特にリンゴやブドウの生産は全国的に知られ、園芸王国のイメージが強い。その長野において米の生産は402億円と、全体の14%を占めるに留まっている。
 しかし、数字的には園芸作物には及ばないものの、長野県は全国屈指の良質米産地として知られているのである。玄米検査時の品質を示す1等米比率は高く、平成16年~27年産において、全国1位の座を譲ったのは、平成24、26、27年産3か年だけである。平成28年産においては、速報値(平成28年12月31日現在)ではあるが、全国平均が83,6%だったのに対し、長野県産は97.2%という高い数値を示し、2位となっている。また10アール当たりの収量も、約600kgと全国トップレベルを誇っているのである。そして、食味ランキング(日本穀物検定協会)においても、北信地区および南信地区のコシヒカリは特Aを獲得。品質、収量だけでなく、食味でも高い評価を得ている。
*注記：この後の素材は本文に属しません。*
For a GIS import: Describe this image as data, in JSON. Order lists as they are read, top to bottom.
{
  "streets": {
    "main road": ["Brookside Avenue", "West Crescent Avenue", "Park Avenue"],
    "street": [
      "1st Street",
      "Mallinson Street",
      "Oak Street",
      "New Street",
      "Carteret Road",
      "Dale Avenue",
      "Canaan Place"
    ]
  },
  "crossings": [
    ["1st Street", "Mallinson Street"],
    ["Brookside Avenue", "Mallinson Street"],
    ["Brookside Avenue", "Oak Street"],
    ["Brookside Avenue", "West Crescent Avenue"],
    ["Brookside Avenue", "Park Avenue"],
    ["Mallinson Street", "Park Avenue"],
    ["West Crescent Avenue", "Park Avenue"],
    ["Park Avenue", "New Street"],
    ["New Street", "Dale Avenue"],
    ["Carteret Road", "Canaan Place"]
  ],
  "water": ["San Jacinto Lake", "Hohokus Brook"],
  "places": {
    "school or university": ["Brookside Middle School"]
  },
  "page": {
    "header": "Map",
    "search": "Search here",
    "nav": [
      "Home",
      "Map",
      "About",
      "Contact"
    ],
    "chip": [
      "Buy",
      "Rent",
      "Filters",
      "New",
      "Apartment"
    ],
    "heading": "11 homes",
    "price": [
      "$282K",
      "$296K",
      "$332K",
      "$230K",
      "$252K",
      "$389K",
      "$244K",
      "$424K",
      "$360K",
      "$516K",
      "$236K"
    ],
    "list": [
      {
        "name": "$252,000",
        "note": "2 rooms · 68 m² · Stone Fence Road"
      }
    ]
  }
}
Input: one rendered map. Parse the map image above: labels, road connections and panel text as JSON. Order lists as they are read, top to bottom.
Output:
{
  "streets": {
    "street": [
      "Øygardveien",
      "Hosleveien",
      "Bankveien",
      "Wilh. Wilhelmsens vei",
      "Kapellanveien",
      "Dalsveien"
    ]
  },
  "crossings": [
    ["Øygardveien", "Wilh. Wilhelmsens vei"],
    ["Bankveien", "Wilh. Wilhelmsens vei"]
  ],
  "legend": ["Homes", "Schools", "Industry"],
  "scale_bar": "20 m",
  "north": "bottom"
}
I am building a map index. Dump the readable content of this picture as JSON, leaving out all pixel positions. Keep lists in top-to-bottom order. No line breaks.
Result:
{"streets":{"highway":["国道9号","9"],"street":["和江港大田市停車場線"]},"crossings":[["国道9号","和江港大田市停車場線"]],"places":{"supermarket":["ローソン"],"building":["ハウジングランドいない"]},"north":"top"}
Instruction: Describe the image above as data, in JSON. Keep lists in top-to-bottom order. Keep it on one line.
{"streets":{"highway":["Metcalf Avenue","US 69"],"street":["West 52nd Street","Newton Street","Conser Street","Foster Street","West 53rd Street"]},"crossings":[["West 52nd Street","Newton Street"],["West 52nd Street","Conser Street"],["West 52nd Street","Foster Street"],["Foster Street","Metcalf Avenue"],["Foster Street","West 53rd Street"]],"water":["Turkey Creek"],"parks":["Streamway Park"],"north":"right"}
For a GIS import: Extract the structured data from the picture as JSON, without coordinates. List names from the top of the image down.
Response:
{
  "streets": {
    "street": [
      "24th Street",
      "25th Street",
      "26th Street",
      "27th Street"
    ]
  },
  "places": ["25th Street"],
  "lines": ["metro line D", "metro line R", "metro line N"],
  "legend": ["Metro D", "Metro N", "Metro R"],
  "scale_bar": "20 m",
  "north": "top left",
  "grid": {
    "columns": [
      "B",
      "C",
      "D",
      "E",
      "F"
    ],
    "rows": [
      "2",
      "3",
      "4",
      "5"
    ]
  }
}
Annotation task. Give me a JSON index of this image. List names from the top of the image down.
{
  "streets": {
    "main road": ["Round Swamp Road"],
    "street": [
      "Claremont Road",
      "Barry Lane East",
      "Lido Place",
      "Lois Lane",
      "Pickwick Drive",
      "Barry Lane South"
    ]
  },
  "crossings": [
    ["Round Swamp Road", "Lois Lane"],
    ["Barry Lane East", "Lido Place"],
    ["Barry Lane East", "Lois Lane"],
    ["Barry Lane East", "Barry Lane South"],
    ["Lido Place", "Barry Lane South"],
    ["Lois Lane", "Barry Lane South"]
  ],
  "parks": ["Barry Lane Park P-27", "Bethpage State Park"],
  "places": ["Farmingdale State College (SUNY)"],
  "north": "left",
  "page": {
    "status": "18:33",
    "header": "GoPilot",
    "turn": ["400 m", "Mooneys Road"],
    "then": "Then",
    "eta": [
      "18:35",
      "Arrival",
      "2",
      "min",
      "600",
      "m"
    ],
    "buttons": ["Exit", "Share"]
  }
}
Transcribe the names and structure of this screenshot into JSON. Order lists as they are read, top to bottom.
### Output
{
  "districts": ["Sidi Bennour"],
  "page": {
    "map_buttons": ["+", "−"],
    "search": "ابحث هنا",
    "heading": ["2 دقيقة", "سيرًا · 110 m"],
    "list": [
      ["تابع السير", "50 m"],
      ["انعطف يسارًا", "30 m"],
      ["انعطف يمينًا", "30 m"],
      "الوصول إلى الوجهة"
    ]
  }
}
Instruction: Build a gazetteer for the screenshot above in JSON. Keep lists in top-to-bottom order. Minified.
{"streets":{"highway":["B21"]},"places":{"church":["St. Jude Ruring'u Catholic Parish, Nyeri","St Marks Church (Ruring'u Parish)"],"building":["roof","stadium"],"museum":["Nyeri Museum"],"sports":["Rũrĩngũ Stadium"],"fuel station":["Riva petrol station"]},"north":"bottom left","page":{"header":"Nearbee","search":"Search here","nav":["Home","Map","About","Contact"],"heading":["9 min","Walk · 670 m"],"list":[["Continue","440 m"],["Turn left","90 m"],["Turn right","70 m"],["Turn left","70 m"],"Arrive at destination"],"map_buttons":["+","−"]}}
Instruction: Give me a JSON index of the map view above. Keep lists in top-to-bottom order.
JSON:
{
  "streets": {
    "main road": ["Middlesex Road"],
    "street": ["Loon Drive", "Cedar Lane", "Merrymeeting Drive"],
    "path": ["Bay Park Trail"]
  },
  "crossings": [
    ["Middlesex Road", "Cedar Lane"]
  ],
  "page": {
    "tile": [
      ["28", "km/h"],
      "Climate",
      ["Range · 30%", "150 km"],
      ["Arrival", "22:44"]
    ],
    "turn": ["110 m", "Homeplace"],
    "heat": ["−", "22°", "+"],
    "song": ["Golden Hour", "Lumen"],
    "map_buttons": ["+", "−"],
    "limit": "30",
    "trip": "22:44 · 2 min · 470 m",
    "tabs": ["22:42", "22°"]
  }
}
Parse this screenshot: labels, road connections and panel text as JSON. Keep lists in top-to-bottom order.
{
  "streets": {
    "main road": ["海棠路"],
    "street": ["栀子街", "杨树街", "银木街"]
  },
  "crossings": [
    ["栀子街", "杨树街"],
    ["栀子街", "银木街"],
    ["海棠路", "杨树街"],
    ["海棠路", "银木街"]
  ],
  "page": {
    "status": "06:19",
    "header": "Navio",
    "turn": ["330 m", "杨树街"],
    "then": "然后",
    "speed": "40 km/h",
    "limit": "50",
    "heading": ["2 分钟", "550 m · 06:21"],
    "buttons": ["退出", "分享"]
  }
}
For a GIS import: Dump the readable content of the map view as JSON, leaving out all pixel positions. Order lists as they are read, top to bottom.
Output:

 内陸性で盆地の多い長野県は日照量が多く、また昼夜の温度差が大きいため、稲の余分な代謝が抑えられ、米の旨みであるデンプンを効率よく蓄積する――それが、全国屈指の良質米を育んでいるといって良い。
「それだけでなく、全体的に標高が高い気候風土のおかげで、病害虫の発生が少ない。そのため農薬は少なく済むし、実がしっかりした米を作り上げるのです」
 長野県農業試験場・育種部/高松光生主任研究員が、美味しく良品質の米が生まれる長野県の気候と土壌的な特性を語ってくれている。